Amber Sadoor | Oktober 2017
Quelle: www.dertrickser.de
Grenzen.
"Er geht nicht an seine Grenzen. Nichtmal ansatzweise!"
Eine Mischung aus Enttäuschung, Erkenntnis und Empörung lag in ihrer Stimme. Sie sprach von ihrem Freund, als läge die Beziehung schon hinter ihr.
"Man muss ja nicht ständig über seine Grenzen gehen. Das ist auf Dauer nicht gesund. Aber sollte man nicht hin und wieder ausloten, was noch in einem steckt? Diese Selbstzufriedenheit kotzt mich an!"
Sie trank von ihrem Anisschnaps, sah ihrer Freundin in die Augen, in denen sie wortlos Bestätigung fand.
Die löffelte ihr Hummus in diesem neuen Restaurant der zwei iranischen Brüder und erzählte scheinbar zusammenhanglos:
"Wenn es weh tut, weißt du, dass du lebst. Hat die Saunameisterin bemerkt, als sie uns mit dem dritten Eimer beim Aufguß quälte. Das hat gebrannt, sag ich dir! Ich hab die Arme eingezogen und mich eingerollt, die Fläche verringert, die die Hitze angreifen kann. Die weiß, wie man Menschen an ihre Grenzen bringt!" Sie stierte abwesend vor sich hin, offenbar die Sauna-Szene vor dem inneren Auge und den Erdbeergeruch in der Nase; vielleicht auch den tätowierten Körper der Aufgießerin.

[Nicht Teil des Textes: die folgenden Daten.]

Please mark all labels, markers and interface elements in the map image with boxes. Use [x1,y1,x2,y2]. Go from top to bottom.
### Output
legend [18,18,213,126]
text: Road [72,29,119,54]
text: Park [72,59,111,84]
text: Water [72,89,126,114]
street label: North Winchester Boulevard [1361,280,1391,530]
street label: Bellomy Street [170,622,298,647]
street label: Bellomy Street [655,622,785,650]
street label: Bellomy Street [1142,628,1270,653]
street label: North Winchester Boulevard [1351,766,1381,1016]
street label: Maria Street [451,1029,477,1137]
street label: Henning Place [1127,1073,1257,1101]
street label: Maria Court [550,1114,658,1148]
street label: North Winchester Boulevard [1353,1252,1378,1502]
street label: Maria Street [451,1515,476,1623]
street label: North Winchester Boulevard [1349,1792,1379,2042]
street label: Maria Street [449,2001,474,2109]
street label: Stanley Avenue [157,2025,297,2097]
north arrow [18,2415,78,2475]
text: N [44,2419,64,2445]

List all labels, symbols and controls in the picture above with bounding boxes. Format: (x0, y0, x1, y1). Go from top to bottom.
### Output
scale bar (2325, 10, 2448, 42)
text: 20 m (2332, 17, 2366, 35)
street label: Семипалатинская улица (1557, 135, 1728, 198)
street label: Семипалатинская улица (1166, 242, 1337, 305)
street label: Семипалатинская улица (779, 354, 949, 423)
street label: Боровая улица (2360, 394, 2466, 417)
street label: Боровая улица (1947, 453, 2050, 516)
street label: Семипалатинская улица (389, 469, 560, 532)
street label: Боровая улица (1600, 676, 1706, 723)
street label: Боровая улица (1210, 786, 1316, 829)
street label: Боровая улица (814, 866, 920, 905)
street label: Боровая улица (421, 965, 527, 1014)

Später sollten sie sich auf einer Couch wiederfinden, näher aneinanderrücken, die eine ihren Kopf auf die Brust der anderen legen, den Geruch genießen und die Augen schließen. Eine Grenze, die sie überschritten, andere, die sie respektierten. Jedenfalls an diesem Abend.
Wer sich immer
an die Regeln hält
lernt nie,
sie zu gestalten.
Er setzte die Schablone an die Wand, sprayte die schwarze Farbe gleichmäßig darüber, nahm die Schablone ab und bewunderte zum tausendsten Male den Satz, der dadurch an allen Ecken der Stadt erschien und sich in die Bewusstseine seiner Mitmenschen grub: Wer sich immer an die Regeln hält lernt nie, sie zu gestalten. Die Selbstzufriedenheit aufzubrechen in diesem Ort, dem er eine gewisse Hassliebe entgegenbrachte, war sein Ziel. Und dafür war er bereit, diverse Grenzen zu überschreiten. Regeln zu dehnen, zu beugen, zu brechen. Er sah sich um, suchte die nächste Fläche, die nach Markierung rief. Hausfriedensbruch, Sachbeschädigung, politische Propaganda. In diesen Zeiten erwischt zu werden hatte unangenehmere Folgen als noch vor drei Jahren. Doch es war ihm wichtig genug, er wollte die neuen Begrenzungen nicht akzeptieren, die die Restauration mit sich brachte. Er wollte weiter, wollte wissen, was die Welt noch zu bieten hatte als den Kleingeist der Talbewohner.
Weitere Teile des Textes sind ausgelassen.